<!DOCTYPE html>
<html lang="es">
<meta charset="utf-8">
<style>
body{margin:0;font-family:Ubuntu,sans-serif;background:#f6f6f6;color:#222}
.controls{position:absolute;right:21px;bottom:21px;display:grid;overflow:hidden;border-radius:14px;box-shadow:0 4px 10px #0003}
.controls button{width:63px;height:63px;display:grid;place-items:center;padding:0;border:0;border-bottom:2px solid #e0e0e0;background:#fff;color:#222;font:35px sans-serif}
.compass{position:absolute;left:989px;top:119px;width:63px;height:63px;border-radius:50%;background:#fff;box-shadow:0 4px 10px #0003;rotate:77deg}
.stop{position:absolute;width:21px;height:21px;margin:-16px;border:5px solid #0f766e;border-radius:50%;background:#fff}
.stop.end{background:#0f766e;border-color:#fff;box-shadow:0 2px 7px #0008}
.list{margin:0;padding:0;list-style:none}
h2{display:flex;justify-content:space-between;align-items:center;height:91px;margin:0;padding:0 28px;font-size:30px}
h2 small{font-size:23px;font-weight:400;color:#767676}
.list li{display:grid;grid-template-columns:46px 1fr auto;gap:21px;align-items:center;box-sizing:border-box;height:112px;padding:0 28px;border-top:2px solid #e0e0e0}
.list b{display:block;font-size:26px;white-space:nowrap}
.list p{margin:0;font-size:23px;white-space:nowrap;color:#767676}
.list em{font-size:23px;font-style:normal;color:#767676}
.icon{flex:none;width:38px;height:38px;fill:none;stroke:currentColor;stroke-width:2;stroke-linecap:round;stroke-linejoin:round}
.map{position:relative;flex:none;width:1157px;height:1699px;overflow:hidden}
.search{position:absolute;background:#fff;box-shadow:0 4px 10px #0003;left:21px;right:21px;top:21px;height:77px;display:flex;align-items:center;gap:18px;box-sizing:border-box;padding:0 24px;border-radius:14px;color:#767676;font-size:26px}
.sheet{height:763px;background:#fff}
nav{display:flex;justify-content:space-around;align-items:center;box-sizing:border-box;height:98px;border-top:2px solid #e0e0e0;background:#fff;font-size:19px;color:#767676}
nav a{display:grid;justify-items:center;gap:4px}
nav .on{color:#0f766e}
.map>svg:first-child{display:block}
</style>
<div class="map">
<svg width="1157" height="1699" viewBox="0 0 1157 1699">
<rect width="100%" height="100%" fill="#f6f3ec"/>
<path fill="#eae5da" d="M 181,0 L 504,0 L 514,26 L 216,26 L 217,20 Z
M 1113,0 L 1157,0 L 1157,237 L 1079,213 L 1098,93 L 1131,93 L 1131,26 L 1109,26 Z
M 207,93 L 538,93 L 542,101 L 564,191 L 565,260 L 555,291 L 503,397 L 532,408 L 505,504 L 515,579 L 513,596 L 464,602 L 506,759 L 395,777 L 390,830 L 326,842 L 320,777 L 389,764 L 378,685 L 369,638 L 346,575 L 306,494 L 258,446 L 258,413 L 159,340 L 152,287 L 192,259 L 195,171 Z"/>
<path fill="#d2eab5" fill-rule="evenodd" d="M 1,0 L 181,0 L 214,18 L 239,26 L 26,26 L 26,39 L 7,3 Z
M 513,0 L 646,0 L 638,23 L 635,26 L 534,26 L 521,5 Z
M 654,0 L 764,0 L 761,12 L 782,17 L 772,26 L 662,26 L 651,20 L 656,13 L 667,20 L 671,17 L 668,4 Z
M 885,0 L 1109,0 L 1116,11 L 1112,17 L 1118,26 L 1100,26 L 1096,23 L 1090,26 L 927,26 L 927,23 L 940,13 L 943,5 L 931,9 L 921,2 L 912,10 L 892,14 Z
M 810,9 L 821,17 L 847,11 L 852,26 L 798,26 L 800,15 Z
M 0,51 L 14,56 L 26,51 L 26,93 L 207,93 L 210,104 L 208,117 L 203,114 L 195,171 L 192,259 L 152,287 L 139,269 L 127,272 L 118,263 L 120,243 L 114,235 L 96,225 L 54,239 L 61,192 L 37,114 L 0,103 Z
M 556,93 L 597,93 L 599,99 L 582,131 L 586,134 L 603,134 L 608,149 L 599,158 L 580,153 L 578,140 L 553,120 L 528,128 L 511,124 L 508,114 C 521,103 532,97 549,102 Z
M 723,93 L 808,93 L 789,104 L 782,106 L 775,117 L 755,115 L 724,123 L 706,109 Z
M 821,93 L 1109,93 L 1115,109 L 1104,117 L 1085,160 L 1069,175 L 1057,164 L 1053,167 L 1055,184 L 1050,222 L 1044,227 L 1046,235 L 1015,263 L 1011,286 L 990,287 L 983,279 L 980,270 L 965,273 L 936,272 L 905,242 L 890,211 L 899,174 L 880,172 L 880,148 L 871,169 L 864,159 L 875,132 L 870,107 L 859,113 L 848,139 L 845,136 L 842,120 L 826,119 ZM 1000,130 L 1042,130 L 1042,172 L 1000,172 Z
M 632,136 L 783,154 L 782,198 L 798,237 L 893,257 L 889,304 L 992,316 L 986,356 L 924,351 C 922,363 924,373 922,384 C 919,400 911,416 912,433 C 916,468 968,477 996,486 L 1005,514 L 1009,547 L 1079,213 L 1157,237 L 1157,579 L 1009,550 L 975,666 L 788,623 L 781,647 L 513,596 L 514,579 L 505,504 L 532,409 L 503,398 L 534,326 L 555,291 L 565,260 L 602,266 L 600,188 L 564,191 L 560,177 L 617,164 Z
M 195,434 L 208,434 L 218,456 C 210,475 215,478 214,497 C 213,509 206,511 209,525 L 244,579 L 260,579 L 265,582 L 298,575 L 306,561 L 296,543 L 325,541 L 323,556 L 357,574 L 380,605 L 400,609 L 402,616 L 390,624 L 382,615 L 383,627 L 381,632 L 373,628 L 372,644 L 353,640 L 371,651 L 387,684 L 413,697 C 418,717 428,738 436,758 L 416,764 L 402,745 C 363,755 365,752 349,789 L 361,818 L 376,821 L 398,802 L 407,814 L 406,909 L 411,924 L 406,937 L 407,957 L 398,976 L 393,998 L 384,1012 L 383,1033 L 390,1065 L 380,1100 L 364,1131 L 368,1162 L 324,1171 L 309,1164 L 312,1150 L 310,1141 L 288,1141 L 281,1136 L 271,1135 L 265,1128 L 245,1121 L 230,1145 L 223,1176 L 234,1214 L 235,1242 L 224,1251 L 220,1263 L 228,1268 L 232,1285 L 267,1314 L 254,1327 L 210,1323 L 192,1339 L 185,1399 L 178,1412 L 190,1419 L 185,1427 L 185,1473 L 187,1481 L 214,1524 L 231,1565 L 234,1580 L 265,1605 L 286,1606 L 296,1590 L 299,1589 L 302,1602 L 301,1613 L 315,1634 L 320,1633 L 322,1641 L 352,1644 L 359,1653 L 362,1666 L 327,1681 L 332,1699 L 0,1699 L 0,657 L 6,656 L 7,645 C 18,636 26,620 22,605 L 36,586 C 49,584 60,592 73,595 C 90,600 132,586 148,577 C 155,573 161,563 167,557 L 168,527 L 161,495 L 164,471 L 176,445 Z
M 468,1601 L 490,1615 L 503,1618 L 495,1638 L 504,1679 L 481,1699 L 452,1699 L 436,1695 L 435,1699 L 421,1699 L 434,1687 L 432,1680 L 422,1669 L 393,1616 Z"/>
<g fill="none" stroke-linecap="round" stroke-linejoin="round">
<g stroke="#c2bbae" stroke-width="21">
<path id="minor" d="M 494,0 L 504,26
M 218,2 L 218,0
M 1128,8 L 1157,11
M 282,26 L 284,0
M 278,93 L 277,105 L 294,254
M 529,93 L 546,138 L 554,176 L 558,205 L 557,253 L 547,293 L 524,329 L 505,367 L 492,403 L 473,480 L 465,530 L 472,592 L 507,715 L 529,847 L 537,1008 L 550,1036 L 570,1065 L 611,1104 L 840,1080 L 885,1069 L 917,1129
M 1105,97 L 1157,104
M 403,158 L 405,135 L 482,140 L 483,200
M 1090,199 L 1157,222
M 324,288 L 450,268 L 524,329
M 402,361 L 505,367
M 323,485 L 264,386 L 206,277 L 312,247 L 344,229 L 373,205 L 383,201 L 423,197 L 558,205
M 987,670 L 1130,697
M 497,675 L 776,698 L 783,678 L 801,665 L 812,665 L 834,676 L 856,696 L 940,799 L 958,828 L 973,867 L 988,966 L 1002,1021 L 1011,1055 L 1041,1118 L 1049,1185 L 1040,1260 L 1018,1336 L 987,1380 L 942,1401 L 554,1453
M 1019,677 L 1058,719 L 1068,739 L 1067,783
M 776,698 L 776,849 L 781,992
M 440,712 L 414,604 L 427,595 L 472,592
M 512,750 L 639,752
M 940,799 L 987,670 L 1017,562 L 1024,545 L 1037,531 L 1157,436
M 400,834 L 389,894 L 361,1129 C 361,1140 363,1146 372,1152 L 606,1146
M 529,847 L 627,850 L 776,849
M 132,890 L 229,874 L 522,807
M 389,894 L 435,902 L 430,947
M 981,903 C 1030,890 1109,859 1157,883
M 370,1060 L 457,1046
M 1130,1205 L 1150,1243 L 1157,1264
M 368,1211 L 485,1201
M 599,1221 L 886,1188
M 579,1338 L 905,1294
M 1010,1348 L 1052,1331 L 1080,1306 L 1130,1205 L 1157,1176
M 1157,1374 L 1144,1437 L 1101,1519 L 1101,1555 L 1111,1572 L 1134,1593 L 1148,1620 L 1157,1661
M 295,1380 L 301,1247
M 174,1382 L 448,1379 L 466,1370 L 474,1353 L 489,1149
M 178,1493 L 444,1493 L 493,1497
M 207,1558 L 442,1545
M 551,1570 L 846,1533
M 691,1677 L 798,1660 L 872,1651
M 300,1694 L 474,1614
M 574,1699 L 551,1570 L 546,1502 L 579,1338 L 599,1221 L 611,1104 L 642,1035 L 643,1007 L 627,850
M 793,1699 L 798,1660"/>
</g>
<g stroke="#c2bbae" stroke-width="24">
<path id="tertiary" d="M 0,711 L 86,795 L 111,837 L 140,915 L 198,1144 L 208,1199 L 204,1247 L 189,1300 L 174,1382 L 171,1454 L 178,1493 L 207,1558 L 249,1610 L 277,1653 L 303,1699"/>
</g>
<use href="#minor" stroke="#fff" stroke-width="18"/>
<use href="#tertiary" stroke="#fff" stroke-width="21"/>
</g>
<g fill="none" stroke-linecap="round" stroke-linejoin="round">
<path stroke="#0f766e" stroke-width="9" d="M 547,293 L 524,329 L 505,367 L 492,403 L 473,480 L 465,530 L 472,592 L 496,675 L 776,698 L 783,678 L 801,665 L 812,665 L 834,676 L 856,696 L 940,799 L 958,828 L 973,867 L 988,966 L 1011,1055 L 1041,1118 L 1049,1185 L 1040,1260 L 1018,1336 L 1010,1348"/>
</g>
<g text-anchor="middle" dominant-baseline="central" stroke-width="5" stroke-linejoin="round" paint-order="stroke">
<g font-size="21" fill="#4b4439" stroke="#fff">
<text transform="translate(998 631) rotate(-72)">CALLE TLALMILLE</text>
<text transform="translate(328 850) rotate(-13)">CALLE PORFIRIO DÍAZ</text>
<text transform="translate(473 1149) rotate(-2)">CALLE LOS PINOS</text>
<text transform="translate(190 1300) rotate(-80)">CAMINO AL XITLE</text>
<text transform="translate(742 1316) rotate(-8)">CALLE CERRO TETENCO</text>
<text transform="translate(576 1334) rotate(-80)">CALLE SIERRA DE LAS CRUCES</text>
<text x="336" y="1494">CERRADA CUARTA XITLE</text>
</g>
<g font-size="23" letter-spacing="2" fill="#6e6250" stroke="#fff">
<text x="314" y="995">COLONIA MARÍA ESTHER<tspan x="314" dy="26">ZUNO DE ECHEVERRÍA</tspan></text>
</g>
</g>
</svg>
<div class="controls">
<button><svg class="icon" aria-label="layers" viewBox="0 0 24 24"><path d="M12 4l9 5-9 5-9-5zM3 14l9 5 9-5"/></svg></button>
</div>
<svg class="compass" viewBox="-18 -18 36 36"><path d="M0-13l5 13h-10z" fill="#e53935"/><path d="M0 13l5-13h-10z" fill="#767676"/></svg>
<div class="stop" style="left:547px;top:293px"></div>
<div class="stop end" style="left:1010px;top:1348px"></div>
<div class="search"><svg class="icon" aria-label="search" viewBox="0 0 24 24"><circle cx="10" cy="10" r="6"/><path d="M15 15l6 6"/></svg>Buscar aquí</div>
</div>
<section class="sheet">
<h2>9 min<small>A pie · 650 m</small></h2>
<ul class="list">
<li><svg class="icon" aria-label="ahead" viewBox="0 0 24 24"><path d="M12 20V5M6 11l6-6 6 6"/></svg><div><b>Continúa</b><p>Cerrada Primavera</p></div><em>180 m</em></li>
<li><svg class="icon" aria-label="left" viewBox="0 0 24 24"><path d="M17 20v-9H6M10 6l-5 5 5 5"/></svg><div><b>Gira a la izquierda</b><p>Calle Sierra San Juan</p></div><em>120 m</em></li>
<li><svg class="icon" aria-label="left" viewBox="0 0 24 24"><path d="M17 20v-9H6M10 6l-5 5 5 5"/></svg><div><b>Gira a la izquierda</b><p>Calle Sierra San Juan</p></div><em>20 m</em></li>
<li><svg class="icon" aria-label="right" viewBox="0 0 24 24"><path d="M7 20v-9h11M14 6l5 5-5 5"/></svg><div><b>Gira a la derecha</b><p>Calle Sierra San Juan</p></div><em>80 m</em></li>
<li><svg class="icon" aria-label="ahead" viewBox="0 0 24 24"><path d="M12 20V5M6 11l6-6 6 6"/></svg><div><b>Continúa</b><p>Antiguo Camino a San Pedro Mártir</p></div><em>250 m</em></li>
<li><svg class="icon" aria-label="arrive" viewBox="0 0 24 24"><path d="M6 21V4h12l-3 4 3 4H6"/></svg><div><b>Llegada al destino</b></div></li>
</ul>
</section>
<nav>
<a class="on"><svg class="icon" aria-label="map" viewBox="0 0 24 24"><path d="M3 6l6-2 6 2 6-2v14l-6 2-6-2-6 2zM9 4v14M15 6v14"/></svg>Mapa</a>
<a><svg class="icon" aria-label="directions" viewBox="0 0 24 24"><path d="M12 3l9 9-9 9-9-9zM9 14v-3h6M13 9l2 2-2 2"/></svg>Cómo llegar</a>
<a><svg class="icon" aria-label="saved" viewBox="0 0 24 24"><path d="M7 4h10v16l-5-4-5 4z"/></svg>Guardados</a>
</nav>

• **WHAT TO WORK ON**: Which lines of the data include the string "list"? Find them and copy each one.

• **RESPONSE BOX**:
.list{margin:0;padding:0;list-style:none}
.list li{display:grid;grid-template-columns:46px 1fr auto;gap:21px;align-items:center;box-sizing:border-box;height:112px;padding:0 28px;border-top:2px solid #e0e0e0}
.list b{display:block;font-size:26px;white-space:nowrap}
.list p{margin:0;font-size:23px;white-space:nowrap;color:#767676}
.list em{font-size:23px;font-style:normal;color:#767676}
<ul class="list">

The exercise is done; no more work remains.